Monday, July 20, 2015

How to Change the World

Once there was a young man who planned to change the world. He could see clearly the things around him that he could improve. He could see bigotry that could be enlightened. He could see hunger that could be served a meal. He could see ignorance that could be educated. He set out to be a doctor, to heal. Or a lawyer, to bring justice. Or a scientist to find new ways of living on the planet without destroying it. He knew he would have to choose. He knew he could not do it all. But he had faith in others. The problems he didn’t tackle others would. Change would come. It was inevitable.

His chosen field had a long apprenticeship. He was good at what he did, and he was flattered and rewarded and coaxed into more and more sophisticated, complicated endeavors. The sense of discovery and achievement was intoxicating. He hardly noticed that he was solving only his employer’s problems, not the world’s.

He found a mate and had children. He saw the world through a child’s eyes again. He explained it to them and taught them what mattered about the way they would live and work with others. He taught them to want to change the world.

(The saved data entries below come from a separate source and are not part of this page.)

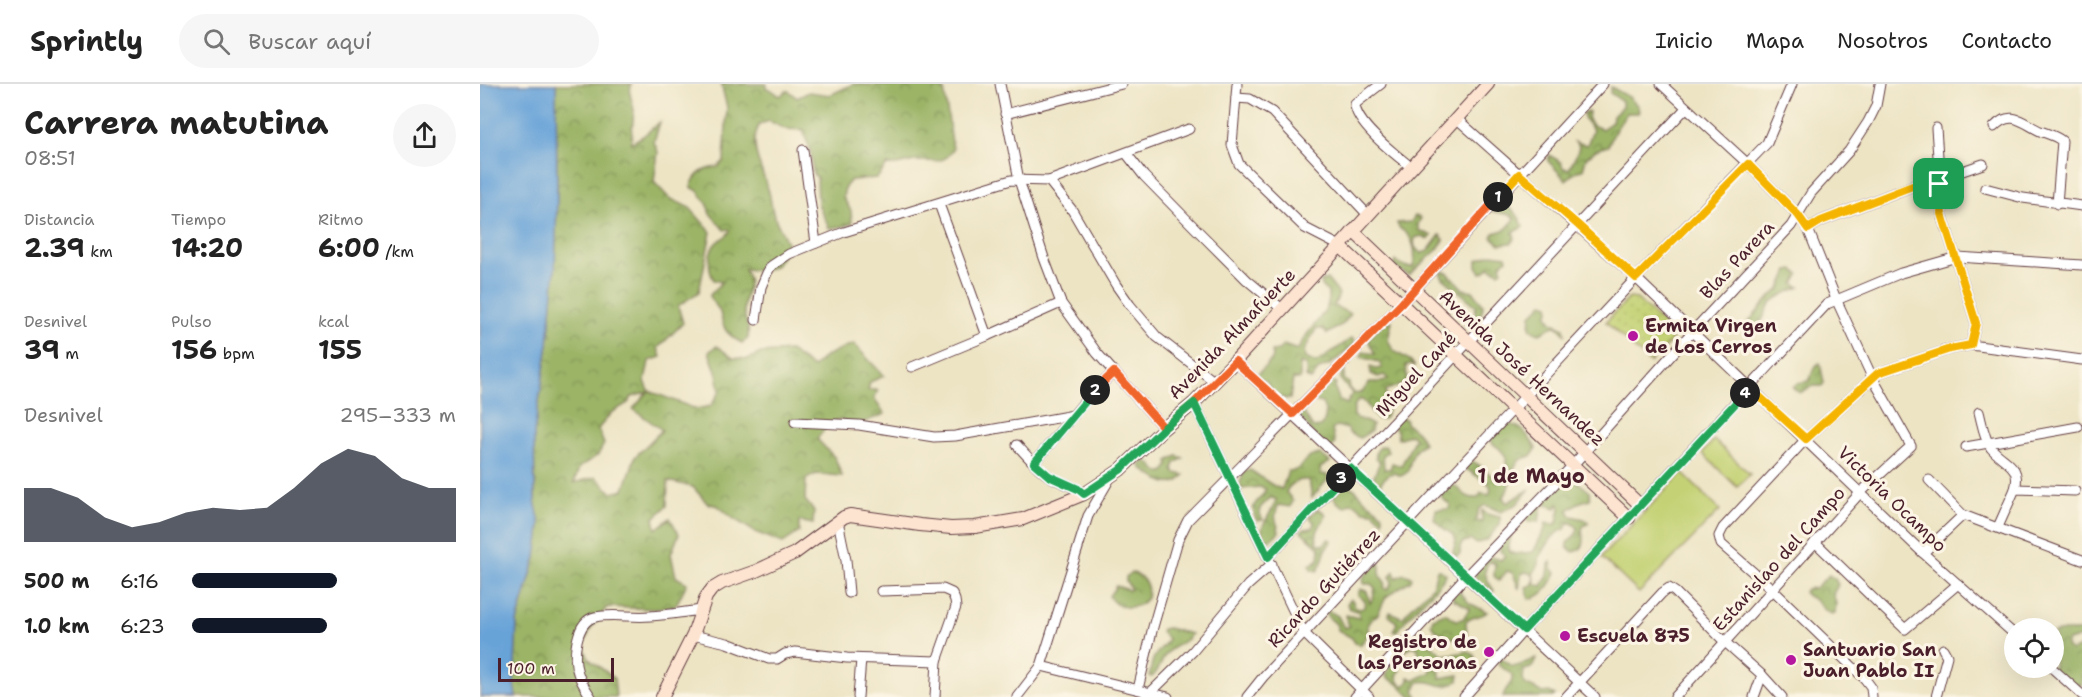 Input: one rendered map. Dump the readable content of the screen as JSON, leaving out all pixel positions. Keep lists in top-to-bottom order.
{
  "streets": {
    "street": [
      "Blas Parera",
      "Avenida Almafuerte",
      "Avenida José Hernandez",
      "Miguel Cané",
      "Victoria Ocampo",
      "Estanislao del Campo",
      "Ricardo Gutiérrez"
    ]
  },
  "crossings": [
    ["Blas Parera", "Avenida José Hernandez"],
    ["Blas Parera", "Victoria Ocampo"],
    ["Avenida Almafuerte", "Avenida José Hernandez"],
    ["Avenida Almafuerte", "Victoria Ocampo"],
    ["Avenida José Hernandez", "Miguel Cané"],
    ["Avenida José Hernandez", "Ricardo Gutiérrez"],
    ["Miguel Cané", "Victoria Ocampo"],
    ["Victoria Ocampo", "Estanislao del Campo"],
    ["Victoria Ocampo", "Ricardo Gutiérrez"]
  ],
  "districts": ["1 de Mayo"],
  "places": [
    "Ermita Virgen de Los Cerros",
    "Escuela 875",
    "Registro de las Personas",
    "Santuario San Juan Pablo II"
  ],
  "scale_bar": "100 m",
  "page": {
    "header": "Sprintly",
    "search": "Buscar aquí",
    "nav": [
      "Inicio",
      "Mapa",
      "Nosotros",
      "Contacto"
    ],
    "heading": ["Carrera matutina", "08:51"],
    "pins": [
      "1",
      "2",
      "4",
      "3"
    ],
    "stats": [
      ["Distancia", "2.39 km"],
      ["Tiempo", "14:20"],
      ["Ritmo", "6:00 /km"],
      ["Desnivel", "39 m"],
      ["Pulso", "156 bpm"],
      ["kcal", "155"]
    ],
    "chart": ["Desnivel", "295–333 m"],
    "list": [
      {
        "name": "500 m",
        "note": "6:16"
      },
      {
        "name": "1.0 km",
        "note": "6:23"
      }
    ],
    "scale": "100 m"
  }
}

His children grew up and left home and left a hole in his heart. He thought that was the pain he felt, but it was more than that. The loss was of himself. He had not changed the world. He would not. He knew that, suddenly, awfully. It wasn’t his fault, he told himself. He had been naive as a young man. The world was as inexorable and immutable as human nature. He would not make a difference.


As he lay on his deathbed, his wife gone before him, his family gathered in the dim room: his son and his daughter, and his grandchildren, two girls and two boys. The young ones fidgeted and exchanged glances and occasional giggles. Their parents shushed them but they could not impose on them their grief and solemnity. The children knew what was happening, and they did not want it, they loved their grandfather, but they could not for long turn away from themselves and what they planned to do next in the world that was opening up to them in the ways their parents had told them it would.